Would you set down the whole listing again exactly as it appears?

- Data in this exercise -
☆ ☆ ☆ ☆ ☆ ☆ ☆

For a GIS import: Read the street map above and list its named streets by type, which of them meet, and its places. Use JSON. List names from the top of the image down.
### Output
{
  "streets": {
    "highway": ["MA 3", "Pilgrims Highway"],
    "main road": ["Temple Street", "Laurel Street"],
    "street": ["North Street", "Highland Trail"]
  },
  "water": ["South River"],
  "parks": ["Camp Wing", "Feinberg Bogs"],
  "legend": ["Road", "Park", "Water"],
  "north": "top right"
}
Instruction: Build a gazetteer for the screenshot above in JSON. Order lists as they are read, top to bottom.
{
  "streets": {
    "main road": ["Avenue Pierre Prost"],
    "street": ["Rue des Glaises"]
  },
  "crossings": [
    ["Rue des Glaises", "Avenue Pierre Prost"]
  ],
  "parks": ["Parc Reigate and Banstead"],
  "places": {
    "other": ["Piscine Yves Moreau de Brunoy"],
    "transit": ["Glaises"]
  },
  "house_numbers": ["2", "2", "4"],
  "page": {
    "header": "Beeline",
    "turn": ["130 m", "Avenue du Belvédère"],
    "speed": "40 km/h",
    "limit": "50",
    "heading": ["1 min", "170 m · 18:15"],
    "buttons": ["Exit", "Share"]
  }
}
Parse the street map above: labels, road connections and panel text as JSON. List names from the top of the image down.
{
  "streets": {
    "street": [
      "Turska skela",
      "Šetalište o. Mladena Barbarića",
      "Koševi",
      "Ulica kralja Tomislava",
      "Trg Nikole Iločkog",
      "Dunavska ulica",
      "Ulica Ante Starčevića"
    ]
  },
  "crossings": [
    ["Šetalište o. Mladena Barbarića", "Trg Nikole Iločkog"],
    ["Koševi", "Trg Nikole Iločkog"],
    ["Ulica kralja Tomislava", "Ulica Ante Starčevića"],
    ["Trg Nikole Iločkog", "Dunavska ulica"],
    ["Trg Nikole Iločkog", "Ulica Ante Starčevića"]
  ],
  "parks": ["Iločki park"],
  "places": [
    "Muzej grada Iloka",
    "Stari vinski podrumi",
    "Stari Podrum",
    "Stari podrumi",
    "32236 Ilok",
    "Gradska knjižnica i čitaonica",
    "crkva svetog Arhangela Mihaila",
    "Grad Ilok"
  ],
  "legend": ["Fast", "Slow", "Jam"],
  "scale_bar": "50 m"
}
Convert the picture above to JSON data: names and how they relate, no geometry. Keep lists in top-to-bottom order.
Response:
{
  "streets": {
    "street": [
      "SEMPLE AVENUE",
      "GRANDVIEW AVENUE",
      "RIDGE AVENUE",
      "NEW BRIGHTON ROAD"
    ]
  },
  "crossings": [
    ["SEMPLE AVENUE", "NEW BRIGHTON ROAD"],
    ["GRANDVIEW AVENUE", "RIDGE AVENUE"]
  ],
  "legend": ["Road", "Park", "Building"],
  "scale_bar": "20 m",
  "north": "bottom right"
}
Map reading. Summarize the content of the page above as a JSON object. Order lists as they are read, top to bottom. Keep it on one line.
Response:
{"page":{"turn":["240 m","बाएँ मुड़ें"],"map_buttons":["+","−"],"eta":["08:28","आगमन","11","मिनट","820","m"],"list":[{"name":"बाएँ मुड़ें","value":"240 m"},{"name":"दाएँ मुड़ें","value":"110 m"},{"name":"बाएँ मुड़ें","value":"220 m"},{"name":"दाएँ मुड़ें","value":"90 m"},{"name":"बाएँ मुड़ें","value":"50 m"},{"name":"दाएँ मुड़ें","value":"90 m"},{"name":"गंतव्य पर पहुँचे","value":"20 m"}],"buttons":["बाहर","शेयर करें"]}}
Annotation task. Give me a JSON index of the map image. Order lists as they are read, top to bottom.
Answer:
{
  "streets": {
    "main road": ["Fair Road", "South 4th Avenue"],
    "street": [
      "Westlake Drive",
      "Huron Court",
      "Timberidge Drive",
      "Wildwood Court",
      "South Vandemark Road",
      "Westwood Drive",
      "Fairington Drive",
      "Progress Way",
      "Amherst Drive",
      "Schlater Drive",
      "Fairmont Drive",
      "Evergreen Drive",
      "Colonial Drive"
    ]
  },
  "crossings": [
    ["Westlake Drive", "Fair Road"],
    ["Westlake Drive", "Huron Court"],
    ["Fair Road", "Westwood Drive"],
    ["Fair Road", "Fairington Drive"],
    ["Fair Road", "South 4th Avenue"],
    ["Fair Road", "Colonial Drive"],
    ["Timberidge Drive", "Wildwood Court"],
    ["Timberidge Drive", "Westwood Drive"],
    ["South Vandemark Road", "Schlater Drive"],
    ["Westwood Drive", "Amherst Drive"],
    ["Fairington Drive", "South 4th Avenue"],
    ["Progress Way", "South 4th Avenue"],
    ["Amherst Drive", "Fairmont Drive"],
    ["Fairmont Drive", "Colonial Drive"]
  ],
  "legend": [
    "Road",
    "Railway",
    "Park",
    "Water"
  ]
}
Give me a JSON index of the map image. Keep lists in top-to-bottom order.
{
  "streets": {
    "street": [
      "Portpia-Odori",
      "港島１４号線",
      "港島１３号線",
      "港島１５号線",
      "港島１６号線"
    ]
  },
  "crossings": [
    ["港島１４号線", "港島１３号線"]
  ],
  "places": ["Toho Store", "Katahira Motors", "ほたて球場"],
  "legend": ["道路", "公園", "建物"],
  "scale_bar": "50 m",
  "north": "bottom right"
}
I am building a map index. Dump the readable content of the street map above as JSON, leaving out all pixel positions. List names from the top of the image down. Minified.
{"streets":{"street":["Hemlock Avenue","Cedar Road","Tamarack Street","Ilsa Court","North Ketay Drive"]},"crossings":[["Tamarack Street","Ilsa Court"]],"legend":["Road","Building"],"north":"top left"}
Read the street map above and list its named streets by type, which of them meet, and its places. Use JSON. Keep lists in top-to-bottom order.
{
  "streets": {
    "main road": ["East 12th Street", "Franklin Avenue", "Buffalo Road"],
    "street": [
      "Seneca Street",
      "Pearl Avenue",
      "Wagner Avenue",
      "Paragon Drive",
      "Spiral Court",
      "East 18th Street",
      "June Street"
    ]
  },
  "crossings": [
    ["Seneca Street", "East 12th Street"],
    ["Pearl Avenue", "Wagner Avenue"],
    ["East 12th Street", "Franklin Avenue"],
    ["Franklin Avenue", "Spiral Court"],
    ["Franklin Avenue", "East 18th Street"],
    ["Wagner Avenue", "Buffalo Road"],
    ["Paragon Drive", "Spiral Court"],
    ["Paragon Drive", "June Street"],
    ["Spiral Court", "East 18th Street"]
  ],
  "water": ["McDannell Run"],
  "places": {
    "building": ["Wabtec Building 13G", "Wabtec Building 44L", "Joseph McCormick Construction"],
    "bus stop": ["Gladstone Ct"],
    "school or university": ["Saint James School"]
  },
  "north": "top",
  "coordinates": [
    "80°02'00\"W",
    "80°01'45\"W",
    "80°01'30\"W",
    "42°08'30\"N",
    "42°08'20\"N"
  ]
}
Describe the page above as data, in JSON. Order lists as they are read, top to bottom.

☆ ☆ ☆ ☆ ☆ ☆ ☆

- Completed exercise -
For a GIS import: Read the street map above and list its named streets by type, which of them meet, and its places. Use JSON. List names from the top of the image down.
### Output
{
  "streets": {
    "highway": ["MA 3", "Pilgrims Highway"],
    "main road": ["Temple Street", "Laurel Street"],
    "street": ["North Street", "Highland Trail"]
  },
  "water": ["South River"],
  "parks": ["Camp Wing", "Feinberg Bogs"],
  "legend": ["Road", "Park", "Water"],
  "north": "top right"
}
Instruction: Build a gazetteer for the screenshot above in JSON. Order lists as they are read, top to bottom.
{
  "streets": {
    "main road": ["Avenue Pierre Prost"],
    "street": ["Rue des Glaises"]
  },
  "crossings": [
    ["Rue des Glaises", "Avenue Pierre Prost"]
  ],
  "parks": ["Parc Reigate and Banstead"],
  "places": {
    "other": ["Piscine Yves Moreau de Brunoy"],
    "transit": ["Glaises"]
  },
  "house_numbers": ["2", "2", "4"],
  "page": {
    "header": "Beeline",
    "turn": ["130 m", "Avenue du Belvédère"],
    "speed": "40 km/h",
    "limit": "50",
    "heading": ["1 min", "170 m · 18:15"],
    "buttons": ["Exit", "Share"]
  }
}
Parse the street map above: labels, road connections and panel text as JSON. List names from the top of the image down.
{
  "streets": {
    "street": [
      "Turska skela",
      "Šetalište o. Mladena Barbarića",
      "Koševi",
      "Ulica kralja Tomislava",
      "Trg Nikole Iločkog",
      "Dunavska ulica",
      "Ulica Ante Starčevića"
    ]
  },
  "crossings": [
    ["Šetalište o. Mladena Barbarića", "Trg Nikole Iločkog"],
    ["Koševi", "Trg Nikole Iločkog"],
    ["Ulica kralja Tomislava", "Ulica Ante Starčevića"],
    ["Trg Nikole Iločkog", "Dunavska ulica"],
    ["Trg Nikole Iločkog", "Ulica Ante Starčevića"]
  ],
  "parks": ["Iločki park"],
  "places": [
    "Muzej grada Iloka",
    "Stari vinski podrumi",
    "Stari Podrum",
    "Stari podrumi",
    "32236 Ilok",
    "Gradska knjižnica i čitaonica",
    "crkva svetog Arhangela Mihaila",
    "Grad Ilok"
  ],
  "legend": ["Fast", "Slow", "Jam"],
  "scale_bar": "50 m"
}
Convert the picture above to JSON data: names and how they relate, no geometry. Keep lists in top-to-bottom order.
Response:
{
  "streets": {
    "street": [
      "SEMPLE AVENUE",
      "GRANDVIEW AVENUE",
      "RIDGE AVENUE",
      "NEW BRIGHTON ROAD"
    ]
  },
  "crossings": [
    ["SEMPLE AVENUE", "NEW BRIGHTON ROAD"],
    ["GRANDVIEW AVENUE", "RIDGE AVENUE"]
  ],
  "legend": ["Road", "Park", "Building"],
  "scale_bar": "20 m",
  "north": "bottom right"
}
Map reading. Summarize the content of the page above as a JSON object. Order lists as they are read, top to bottom. Keep it on one line.
Response:
{"page":{"turn":["240 m","बाएँ मुड़ें"],"map_buttons":["+","−"],"eta":["08:28","आगमन","11","मिनट","820","m"],"list":[{"name":"बाएँ मुड़ें","value":"240 m"},{"name":"दाएँ मुड़ें","value":"110 m"},{"name":"बाएँ मुड़ें","value":"220 m"},{"name":"दाएँ मुड़ें","value":"90 m"},{"name":"बाएँ मुड़ें","value":"50 m"},{"name":"दाएँ मुड़ें","value":"90 m"},{"name":"गंतव्य पर पहुँचे","value":"20 m"}],"buttons":["बाहर","शेयर करें"]}}
Annotation task. Give me a JSON index of the map image. Order lists as they are read, top to bottom.
Answer:
{
  "streets": {
    "main road": ["Fair Road", "South 4th Avenue"],
    "street": [
      "Westlake Drive",
      "Huron Court",
      "Timberidge Drive",
      "Wildwood Court",
      "South Vandemark Road",
      "Westwood Drive",
      "Fairington Drive",
      "Progress Way",
      "Amherst Drive",
      "Schlater Drive",
      "Fairmont Drive",
      "Evergreen Drive",
      "Colonial Drive"
    ]
  },
  "crossings": [
    ["Westlake Drive", "Fair Road"],
    ["Westlake Drive", "Huron Court"],
    ["Fair Road", "Westwood Drive"],
    ["Fair Road", "Fairington Drive"],
    ["Fair Road", "South 4th Avenue"],
    ["Fair Road", "Colonial Drive"],
    ["Timberidge Drive", "Wildwood Court"],
    ["Timberidge Drive", "Westwood Drive"],
    ["South Vandemark Road", "Schlater Drive"],
    ["Westwood Drive", "Amherst Drive"],
    ["Fairington Drive", "South 4th Avenue"],
    ["Progress Way", "South 4th Avenue"],
    ["Amherst Drive", "Fairmont Drive"],
    ["Fairmont Drive", "Colonial Drive"]
  ],
  "legend": [
    "Road",
    "Railway",
    "Park",
    "Water"
  ]
}
Give me a JSON index of the map image. Keep lists in top-to-bottom order.
{
  "streets": {
    "street": [
      "Portpia-Odori",
      "港島１４号線",
      "港島１３号線",
      "港島１５号線",
      "港島１６号線"
    ]
  },
  "crossings": [
    ["港島１４号線", "港島１３号線"]
  ],
  "places": ["Toho Store", "Katahira Motors", "ほたて球場"],
  "legend": ["道路", "公園", "建物"],
  "scale_bar": "50 m",
  "north": "bottom right"
}
I am building a map index. Dump the readable content of the street map above as JSON, leaving out all pixel positions. List names from the top of the image down. Minified.
{"streets":{"street":["Hemlock Avenue","Cedar Road","Tamarack Street","Ilsa Court","North Ketay Drive"]},"crossings":[["Tamarack Street","Ilsa Court"]],"legend":["Road","Building"],"north":"top left"}
Read the street map above and list its named streets by type, which of them meet, and its places. Use JSON. Keep lists in top-to-bottom order.
{
  "streets": {
    "main road": ["East 12th Street", "Franklin Avenue", "Buffalo Road"],
    "street": [
      "Seneca Street",
      "Pearl Avenue",
      "Wagner Avenue",
      "Paragon Drive",
      "Spiral Court",
      "East 18th Street",
      "June Street"
    ]
  },
  "crossings": [
    ["Seneca Street", "East 12th Street"],
    ["Pearl Avenue", "Wagner Avenue"],
    ["East 12th Street", "Franklin Avenue"],
    ["Franklin Avenue", "Spiral Court"],
    ["Franklin Avenue", "East 18th Street"],
    ["Wagner Avenue", "Buffalo Road"],
    ["Paragon Drive", "Spiral Court"],
    ["Paragon Drive", "June Street"],
    ["Spiral Court", "East 18th Street"]
  ],
  "water": ["McDannell Run"],
  "places": {
    "building": ["Wabtec Building 13G", "Wabtec Building 44L", "Joseph McCormick Construction"],
    "bus stop": ["Gladstone Ct"],
    "school or university": ["Saint James School"]
  },
  "north": "top",
  "coordinates": [
    "80°02'00\"W",
    "80°01'45\"W",
    "80°01'30\"W",
    "42°08'30\"N",
    "42°08'20\"N"
  ]
}
Describe the page above as data, in JSON. Order lists as they are read, top to bottom.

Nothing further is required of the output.